- _DATA FOR REVIEW_:
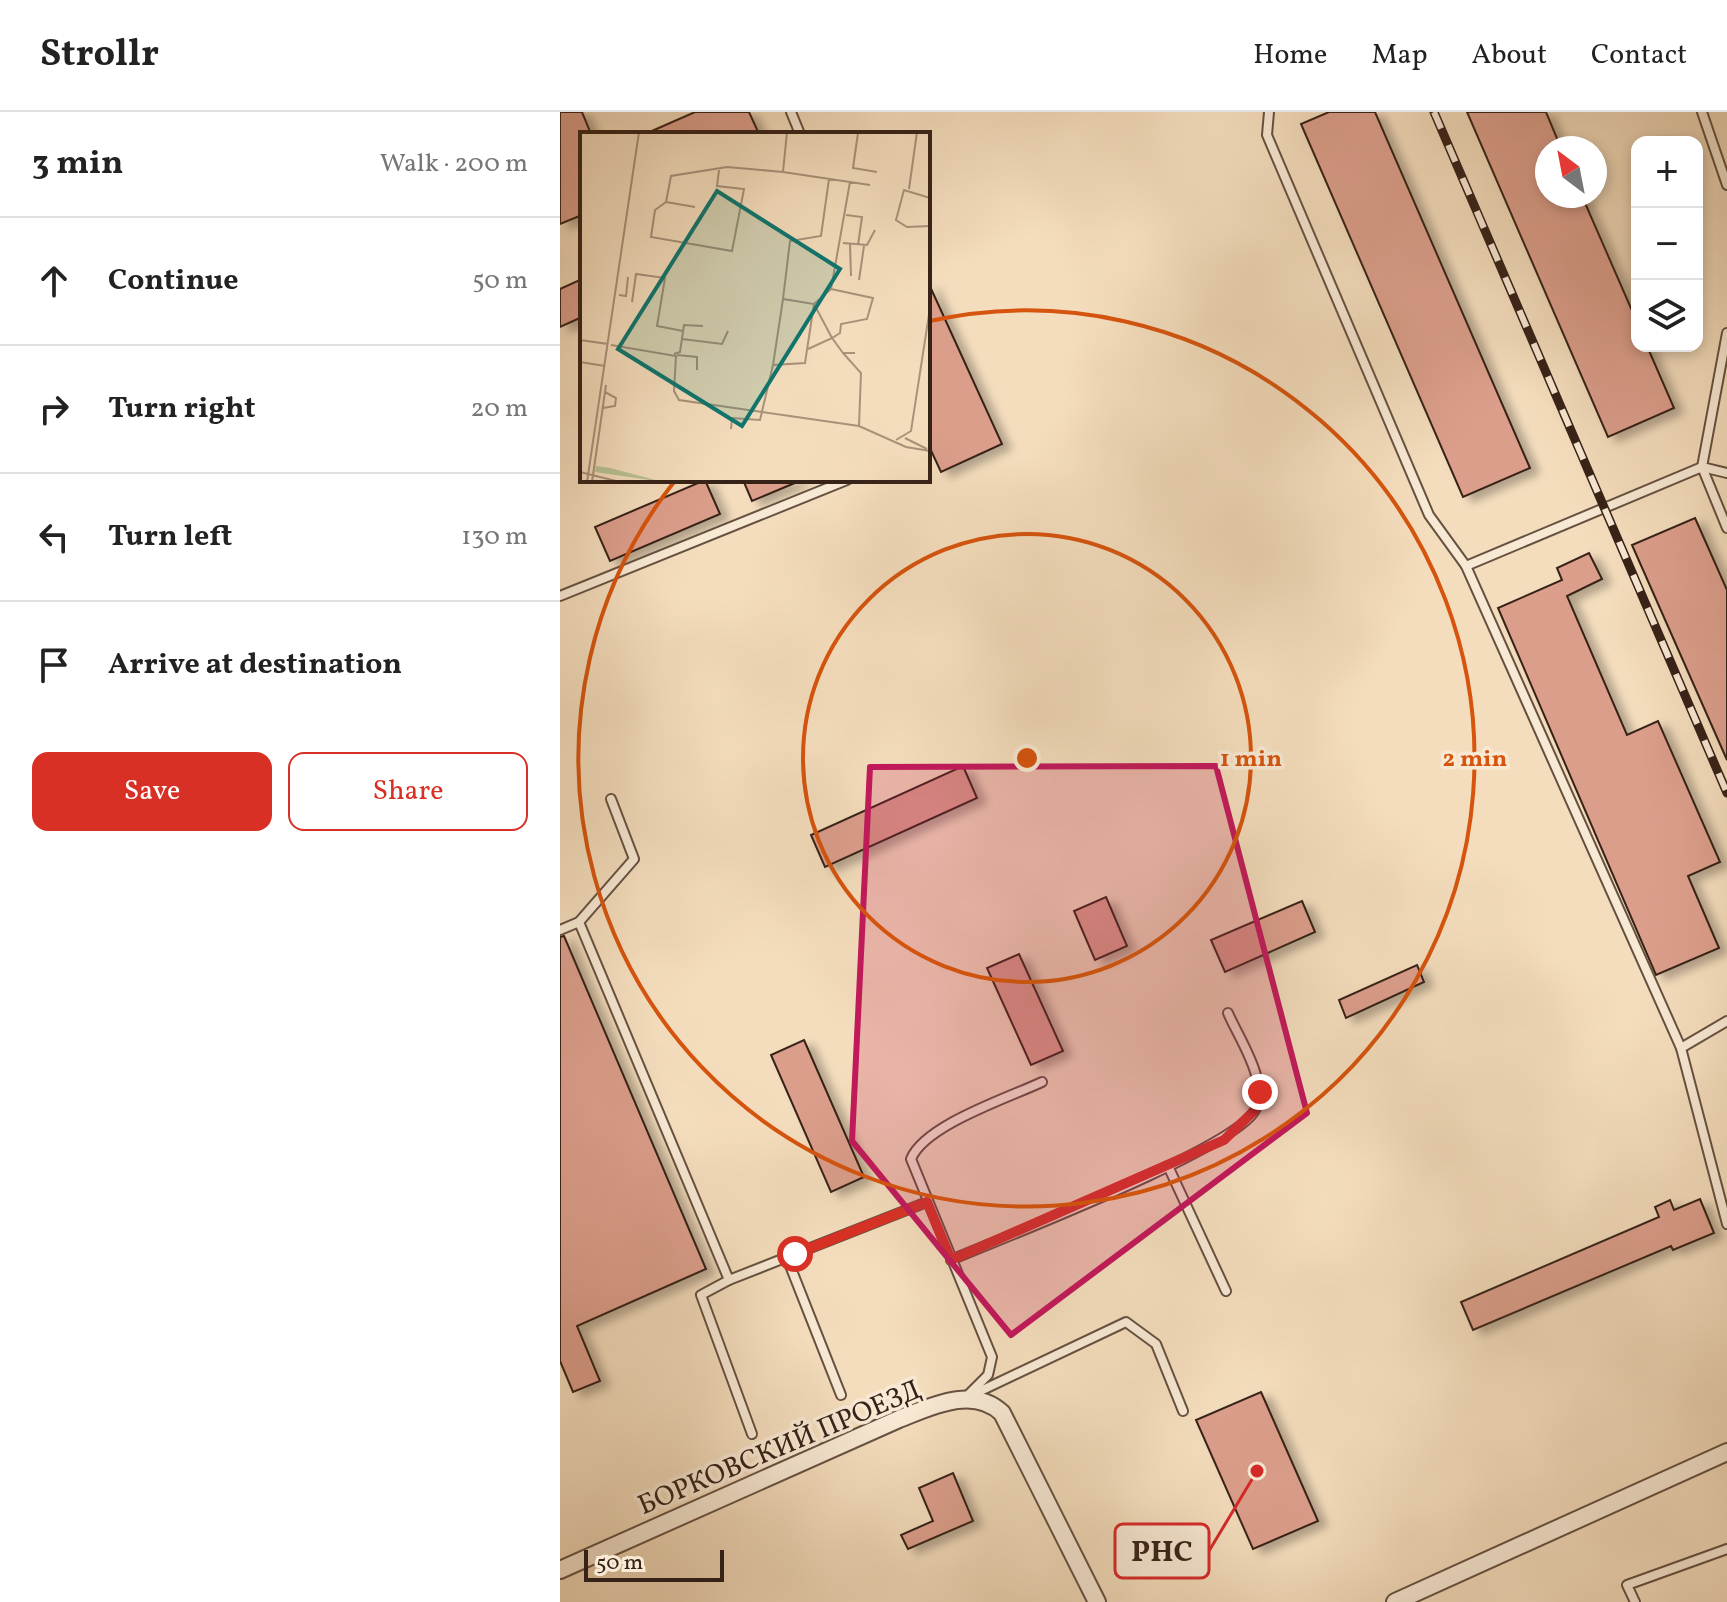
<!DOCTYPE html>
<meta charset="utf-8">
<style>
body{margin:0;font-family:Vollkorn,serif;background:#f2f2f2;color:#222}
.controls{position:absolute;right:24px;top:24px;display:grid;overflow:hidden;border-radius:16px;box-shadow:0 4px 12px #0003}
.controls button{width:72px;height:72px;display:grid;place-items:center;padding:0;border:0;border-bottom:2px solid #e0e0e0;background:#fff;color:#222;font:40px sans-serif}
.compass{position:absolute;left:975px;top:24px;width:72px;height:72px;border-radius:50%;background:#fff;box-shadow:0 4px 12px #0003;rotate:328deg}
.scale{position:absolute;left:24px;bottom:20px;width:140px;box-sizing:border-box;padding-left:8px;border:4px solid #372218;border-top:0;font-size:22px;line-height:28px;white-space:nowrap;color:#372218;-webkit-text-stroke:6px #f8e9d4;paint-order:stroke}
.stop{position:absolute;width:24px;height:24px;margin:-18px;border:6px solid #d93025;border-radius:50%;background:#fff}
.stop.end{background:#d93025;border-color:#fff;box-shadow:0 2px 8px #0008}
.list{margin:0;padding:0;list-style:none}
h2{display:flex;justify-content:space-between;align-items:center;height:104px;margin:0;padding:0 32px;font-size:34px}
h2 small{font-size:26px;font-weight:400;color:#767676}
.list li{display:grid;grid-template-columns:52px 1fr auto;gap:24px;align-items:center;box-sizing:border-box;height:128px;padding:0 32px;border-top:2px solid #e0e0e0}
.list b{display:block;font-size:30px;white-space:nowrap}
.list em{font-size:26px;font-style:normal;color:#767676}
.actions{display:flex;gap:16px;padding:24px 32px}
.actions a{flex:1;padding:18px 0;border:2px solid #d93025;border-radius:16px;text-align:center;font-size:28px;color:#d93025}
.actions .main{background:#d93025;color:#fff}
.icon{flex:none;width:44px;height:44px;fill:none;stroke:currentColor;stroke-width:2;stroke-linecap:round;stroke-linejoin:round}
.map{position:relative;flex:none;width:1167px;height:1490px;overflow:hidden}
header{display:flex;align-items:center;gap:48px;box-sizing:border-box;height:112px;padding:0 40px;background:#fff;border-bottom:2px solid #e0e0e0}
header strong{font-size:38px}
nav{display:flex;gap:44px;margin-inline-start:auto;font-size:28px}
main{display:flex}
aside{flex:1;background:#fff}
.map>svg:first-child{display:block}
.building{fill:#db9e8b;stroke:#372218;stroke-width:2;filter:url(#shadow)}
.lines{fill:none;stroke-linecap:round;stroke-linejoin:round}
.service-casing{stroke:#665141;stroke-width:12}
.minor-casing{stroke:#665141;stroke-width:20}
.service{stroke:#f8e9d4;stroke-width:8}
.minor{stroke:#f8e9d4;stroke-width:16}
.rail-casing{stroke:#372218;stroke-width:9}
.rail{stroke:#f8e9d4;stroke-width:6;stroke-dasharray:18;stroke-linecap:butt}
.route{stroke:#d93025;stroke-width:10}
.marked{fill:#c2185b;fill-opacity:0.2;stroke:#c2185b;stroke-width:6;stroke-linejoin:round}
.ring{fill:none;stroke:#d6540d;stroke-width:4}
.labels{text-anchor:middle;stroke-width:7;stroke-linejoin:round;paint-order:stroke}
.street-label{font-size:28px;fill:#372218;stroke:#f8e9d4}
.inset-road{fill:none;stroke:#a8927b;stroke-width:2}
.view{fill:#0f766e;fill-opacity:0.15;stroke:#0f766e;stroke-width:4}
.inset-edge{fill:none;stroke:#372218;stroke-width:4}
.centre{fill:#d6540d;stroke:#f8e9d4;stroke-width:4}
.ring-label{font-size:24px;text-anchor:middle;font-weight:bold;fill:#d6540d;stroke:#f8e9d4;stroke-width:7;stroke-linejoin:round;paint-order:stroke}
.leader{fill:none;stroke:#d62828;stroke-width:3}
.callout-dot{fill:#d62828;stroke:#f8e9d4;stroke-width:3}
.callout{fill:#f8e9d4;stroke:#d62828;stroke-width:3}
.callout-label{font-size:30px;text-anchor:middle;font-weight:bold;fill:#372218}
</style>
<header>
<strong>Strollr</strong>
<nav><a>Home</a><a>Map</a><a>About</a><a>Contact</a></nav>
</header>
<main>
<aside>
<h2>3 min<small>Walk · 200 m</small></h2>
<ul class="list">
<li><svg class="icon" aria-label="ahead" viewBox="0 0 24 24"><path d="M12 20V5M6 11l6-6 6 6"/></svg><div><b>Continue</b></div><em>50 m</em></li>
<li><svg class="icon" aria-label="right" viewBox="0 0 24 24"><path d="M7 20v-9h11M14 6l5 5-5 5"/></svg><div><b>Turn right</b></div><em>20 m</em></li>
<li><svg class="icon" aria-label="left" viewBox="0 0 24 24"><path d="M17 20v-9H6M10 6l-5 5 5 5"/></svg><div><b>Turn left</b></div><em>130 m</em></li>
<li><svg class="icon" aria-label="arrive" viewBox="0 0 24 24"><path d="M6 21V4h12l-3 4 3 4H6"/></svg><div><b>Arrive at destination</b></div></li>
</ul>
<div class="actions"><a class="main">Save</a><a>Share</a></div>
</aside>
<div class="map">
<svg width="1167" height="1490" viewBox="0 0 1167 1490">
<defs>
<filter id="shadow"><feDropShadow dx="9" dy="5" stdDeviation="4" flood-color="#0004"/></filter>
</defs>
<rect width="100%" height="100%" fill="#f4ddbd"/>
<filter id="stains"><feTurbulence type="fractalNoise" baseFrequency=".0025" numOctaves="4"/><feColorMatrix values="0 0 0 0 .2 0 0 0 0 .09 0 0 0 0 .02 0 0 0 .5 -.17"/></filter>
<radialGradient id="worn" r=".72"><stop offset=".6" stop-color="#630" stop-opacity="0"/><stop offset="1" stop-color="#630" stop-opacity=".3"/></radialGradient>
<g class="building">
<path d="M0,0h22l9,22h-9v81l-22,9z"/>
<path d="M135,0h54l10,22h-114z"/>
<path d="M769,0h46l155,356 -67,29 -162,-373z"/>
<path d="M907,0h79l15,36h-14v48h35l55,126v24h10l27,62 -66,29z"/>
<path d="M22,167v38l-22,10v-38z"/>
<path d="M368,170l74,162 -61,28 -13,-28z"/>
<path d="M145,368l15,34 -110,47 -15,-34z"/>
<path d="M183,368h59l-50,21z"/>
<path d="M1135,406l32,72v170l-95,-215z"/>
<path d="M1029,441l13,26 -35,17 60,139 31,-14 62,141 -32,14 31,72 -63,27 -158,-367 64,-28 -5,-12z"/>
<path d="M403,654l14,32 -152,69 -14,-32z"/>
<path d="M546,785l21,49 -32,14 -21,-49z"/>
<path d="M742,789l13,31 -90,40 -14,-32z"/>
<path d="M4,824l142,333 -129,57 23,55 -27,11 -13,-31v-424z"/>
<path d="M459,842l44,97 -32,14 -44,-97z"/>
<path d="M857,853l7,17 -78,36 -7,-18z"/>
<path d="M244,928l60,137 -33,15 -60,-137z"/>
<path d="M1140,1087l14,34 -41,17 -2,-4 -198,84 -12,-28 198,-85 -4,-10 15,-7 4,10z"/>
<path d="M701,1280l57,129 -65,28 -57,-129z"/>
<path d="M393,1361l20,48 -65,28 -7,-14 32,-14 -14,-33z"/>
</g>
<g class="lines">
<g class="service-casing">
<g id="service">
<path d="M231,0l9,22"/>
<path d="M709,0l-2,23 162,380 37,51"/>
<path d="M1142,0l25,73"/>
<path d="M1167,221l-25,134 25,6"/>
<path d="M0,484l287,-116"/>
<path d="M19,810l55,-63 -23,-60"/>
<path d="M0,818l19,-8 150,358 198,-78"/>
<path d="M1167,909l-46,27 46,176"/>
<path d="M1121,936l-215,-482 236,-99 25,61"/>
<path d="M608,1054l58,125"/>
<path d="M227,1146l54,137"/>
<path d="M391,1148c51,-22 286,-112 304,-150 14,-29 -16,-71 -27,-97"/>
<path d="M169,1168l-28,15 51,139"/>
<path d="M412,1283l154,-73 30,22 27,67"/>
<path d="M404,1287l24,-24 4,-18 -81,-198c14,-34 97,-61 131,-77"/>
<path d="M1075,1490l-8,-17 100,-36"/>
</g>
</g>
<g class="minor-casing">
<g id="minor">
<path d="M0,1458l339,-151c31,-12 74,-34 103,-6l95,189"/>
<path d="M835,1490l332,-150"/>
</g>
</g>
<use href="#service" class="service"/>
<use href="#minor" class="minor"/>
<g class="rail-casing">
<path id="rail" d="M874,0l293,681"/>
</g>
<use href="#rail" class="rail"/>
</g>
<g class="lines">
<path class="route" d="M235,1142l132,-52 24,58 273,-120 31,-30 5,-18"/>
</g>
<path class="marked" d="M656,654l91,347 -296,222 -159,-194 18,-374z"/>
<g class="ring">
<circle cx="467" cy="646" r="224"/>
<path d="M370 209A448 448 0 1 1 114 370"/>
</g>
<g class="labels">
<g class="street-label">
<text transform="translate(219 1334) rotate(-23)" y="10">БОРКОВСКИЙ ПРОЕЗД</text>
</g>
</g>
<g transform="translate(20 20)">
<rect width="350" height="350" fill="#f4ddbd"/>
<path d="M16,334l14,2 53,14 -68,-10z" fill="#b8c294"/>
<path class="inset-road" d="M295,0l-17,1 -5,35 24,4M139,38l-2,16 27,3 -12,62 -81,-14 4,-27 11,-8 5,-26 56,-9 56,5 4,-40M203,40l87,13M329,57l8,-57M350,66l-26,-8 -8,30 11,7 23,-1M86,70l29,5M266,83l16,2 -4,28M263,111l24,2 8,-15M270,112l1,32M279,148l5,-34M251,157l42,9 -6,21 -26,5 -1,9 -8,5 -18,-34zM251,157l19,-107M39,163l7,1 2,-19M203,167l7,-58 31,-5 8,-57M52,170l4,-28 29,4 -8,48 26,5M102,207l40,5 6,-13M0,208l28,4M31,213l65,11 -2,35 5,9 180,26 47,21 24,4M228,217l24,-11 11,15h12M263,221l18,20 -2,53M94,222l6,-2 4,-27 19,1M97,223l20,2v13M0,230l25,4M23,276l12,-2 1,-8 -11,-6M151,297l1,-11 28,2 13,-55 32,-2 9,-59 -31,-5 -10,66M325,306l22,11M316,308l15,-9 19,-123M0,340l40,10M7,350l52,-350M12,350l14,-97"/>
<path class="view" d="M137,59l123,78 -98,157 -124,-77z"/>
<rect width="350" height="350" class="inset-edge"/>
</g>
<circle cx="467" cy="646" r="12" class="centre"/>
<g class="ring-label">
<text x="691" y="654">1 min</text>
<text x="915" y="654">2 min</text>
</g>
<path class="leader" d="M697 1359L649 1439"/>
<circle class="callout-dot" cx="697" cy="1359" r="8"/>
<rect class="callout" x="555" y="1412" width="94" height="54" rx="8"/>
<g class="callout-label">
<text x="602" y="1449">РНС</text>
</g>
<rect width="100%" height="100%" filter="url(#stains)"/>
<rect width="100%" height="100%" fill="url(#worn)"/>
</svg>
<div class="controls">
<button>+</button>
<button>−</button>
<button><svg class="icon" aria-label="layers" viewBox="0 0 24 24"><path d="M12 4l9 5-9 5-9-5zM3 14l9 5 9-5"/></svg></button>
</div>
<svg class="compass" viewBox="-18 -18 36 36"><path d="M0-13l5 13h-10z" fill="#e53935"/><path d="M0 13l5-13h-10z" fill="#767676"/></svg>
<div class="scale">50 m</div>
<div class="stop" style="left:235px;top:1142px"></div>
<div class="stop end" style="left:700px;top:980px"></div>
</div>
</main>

- _YOUR OBJECTIVE_:
Take each line in the listing that has the word "compass" and copy it.

- _ANSWER TO THE PROBLEM_:
.compass{position:absolute;left:975px;top:24px;width:72px;height:72px;border-radius:50%;background:#fff;box-shadow:0 4px 12px #0003;rotate:328deg}
<svg class="compass" viewBox="-18 -18 36 36"><path d="M0-13l5 13h-10z" fill="#e53935"/><path d="M0 13l5-13h-10z" fill="#767676"/></svg>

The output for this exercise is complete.